🤖 AI Summary
Addressing the critical bottleneck of scarce large-scale real 3D data hindering spatial intelligence development, this paper introduces the first end-to-end, scalable 2D→3D data augmentation pipeline, jointly performing monocular depth estimation, single-view camera calibration, and absolute scale recovery. For the first time, it synthesizes large-scale, metrically consistent, photorealistic 3D data—complete with precise pose annotations and multimodal representations (point clouds, depth maps, pseudo-RGB-D)—directly from existing 2D image benchmarks (COCO, Objects365). We release two novel 3D datasets: COCO-3D and Objects365-v2-3D. Experiments demonstrate substantial performance gains across downstream tasks—including monocular 3D object detection, 3D reconstruction, and spatial reasoning in multimodal large models—without requiring additional 3D supervision. Our approach drastically reduces the cost of constructing high-fidelity 3D data, establishing a scalable data infrastructure for general-purpose spatial intelligence.
📝 Abstract
Spatial intelligence is emerging as a transformative frontier in AI, yet it remains constrained by the scarcity of large-scale 3D datasets.
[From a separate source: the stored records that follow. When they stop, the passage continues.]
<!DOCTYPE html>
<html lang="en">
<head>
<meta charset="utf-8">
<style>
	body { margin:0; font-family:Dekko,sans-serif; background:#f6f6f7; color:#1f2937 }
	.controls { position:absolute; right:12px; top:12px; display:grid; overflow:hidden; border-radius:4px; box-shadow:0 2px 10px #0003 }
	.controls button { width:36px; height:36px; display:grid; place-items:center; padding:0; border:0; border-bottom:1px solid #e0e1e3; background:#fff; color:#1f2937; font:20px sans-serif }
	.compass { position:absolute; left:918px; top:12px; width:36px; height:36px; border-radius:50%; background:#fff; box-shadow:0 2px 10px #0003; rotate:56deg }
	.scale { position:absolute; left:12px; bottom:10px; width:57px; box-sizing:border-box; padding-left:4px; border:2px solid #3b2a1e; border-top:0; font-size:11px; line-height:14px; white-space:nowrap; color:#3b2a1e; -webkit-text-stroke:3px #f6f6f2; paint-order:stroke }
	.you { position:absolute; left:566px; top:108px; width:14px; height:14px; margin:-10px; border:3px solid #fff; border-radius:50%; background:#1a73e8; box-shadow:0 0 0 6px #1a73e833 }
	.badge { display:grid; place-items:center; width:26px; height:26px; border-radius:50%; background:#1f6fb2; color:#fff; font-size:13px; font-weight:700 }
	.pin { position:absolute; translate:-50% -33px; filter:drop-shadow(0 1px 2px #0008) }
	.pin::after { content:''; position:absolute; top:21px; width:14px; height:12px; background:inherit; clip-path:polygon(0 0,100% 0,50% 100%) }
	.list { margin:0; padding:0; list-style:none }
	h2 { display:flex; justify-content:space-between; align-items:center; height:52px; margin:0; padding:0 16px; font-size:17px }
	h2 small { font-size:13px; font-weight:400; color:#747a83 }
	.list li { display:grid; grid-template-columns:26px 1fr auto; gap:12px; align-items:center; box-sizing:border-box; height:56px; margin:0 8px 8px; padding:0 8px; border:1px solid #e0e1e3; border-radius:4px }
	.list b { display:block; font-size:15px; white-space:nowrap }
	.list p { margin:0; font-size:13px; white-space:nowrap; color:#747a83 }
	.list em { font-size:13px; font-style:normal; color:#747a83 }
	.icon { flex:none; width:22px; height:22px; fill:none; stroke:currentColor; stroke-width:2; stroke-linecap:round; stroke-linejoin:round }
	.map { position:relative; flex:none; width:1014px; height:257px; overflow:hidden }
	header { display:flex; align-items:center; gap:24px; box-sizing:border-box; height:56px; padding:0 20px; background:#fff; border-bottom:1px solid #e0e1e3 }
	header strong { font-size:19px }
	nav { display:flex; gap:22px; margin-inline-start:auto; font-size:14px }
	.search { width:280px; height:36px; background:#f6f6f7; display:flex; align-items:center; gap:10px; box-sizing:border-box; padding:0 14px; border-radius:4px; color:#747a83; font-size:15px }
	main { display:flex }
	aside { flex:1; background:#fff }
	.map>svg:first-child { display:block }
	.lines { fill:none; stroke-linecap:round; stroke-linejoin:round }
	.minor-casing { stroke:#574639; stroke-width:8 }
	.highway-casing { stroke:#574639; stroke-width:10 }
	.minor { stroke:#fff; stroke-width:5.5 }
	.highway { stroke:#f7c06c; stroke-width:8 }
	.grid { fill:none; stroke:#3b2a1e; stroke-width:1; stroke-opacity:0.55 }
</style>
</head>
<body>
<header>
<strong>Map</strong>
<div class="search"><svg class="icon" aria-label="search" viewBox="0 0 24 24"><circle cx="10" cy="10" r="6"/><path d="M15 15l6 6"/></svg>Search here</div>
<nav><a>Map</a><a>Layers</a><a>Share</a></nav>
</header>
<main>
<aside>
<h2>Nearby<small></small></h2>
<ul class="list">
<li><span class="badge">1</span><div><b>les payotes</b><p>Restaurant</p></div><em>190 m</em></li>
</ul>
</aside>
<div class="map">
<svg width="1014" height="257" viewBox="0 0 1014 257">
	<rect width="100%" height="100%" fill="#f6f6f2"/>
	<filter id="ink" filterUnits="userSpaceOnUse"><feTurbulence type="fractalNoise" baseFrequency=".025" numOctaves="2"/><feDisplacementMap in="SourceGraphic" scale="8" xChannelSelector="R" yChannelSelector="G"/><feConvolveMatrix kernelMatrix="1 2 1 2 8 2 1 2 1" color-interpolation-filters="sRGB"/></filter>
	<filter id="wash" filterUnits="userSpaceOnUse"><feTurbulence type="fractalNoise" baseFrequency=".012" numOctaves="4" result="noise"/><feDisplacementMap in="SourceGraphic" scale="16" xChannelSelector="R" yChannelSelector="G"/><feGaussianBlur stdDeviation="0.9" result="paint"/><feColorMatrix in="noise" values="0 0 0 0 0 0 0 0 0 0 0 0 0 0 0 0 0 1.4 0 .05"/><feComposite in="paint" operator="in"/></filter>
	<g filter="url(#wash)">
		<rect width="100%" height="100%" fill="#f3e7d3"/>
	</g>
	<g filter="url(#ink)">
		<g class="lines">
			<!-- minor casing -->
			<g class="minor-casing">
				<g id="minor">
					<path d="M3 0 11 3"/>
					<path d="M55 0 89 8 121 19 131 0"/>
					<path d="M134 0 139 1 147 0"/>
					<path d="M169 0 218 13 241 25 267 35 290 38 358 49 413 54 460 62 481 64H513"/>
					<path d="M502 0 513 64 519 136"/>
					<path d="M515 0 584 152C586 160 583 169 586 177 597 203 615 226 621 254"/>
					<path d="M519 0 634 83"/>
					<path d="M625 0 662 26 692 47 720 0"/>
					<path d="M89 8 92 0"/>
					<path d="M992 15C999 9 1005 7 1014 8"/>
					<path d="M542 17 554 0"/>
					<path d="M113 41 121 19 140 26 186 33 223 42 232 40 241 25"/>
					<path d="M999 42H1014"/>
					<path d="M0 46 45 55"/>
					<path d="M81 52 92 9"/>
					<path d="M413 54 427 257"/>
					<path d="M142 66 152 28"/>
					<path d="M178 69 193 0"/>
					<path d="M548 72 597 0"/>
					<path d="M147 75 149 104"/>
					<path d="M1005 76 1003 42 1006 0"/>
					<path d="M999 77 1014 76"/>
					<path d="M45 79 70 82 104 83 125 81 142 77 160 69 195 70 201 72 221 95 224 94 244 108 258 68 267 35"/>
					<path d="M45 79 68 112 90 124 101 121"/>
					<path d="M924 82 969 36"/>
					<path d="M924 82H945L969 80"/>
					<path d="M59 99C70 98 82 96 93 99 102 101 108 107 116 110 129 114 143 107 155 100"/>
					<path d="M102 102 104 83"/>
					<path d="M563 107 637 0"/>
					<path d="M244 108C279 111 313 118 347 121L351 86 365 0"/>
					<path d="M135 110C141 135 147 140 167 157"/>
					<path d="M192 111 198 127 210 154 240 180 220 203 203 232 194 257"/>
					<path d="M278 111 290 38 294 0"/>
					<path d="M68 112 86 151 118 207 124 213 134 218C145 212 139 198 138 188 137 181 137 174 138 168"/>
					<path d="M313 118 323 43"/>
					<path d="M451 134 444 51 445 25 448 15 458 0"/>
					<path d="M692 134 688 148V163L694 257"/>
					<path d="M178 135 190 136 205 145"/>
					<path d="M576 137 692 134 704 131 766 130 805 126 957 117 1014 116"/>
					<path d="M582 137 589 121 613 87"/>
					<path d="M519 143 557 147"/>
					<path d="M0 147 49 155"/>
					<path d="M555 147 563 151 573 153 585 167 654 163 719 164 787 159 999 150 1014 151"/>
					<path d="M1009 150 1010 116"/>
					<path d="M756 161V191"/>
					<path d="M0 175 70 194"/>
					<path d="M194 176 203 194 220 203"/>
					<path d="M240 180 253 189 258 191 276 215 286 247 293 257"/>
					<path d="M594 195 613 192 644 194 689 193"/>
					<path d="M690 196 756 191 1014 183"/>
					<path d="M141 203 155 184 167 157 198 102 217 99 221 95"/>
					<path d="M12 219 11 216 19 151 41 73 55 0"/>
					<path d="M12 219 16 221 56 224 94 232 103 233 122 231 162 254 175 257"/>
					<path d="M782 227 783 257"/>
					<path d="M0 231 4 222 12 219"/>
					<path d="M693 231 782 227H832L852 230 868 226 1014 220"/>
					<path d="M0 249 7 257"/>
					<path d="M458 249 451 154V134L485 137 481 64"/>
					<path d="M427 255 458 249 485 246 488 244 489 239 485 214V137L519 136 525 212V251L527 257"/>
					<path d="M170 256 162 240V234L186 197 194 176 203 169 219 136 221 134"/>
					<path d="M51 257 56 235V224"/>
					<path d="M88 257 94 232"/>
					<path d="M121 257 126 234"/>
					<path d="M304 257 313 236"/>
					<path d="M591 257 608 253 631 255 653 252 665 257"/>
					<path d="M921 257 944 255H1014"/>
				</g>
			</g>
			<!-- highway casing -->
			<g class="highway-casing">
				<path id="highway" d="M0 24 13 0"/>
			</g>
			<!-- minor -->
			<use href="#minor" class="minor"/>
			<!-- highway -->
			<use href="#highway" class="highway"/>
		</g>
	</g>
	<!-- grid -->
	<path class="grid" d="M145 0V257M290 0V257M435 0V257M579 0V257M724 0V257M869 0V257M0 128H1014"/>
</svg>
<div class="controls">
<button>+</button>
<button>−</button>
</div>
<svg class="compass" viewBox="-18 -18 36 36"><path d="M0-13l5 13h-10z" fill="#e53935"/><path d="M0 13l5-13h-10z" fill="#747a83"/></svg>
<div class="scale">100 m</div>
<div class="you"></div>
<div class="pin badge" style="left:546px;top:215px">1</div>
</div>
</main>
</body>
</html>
Unlike the abundant 2D imagery, acquiring 3D data typically requires specialized sensors and laborious annotation. In this work, we present a scalable pipeline that converts single-view images into comprehensive, scale- and appearance-realistic 3D representations - including point clouds, camera poses, depth maps, and pseudo-RGBD - via integrated depth estimation, camera calibration, and scale calibration. Our method bridges the gap between the vast repository of imagery and the increasing demand for spatial scene understanding. By automatically generating authentic, scale-aware 3D data from images, we significantly reduce data collection costs and open new avenues for advancing spatial intelligence. We release two generated spatial datasets, i.e., COCO-3D and Objects365-v2-3D, and demonstrate through extensive experiments that our generated data can benefit various 3D tasks, ranging from fundamental perception to MLLM-based reasoning. These results validate our pipeline as an effective solution for developing AI systems capable of perceiving, understanding, and interacting with physical environments.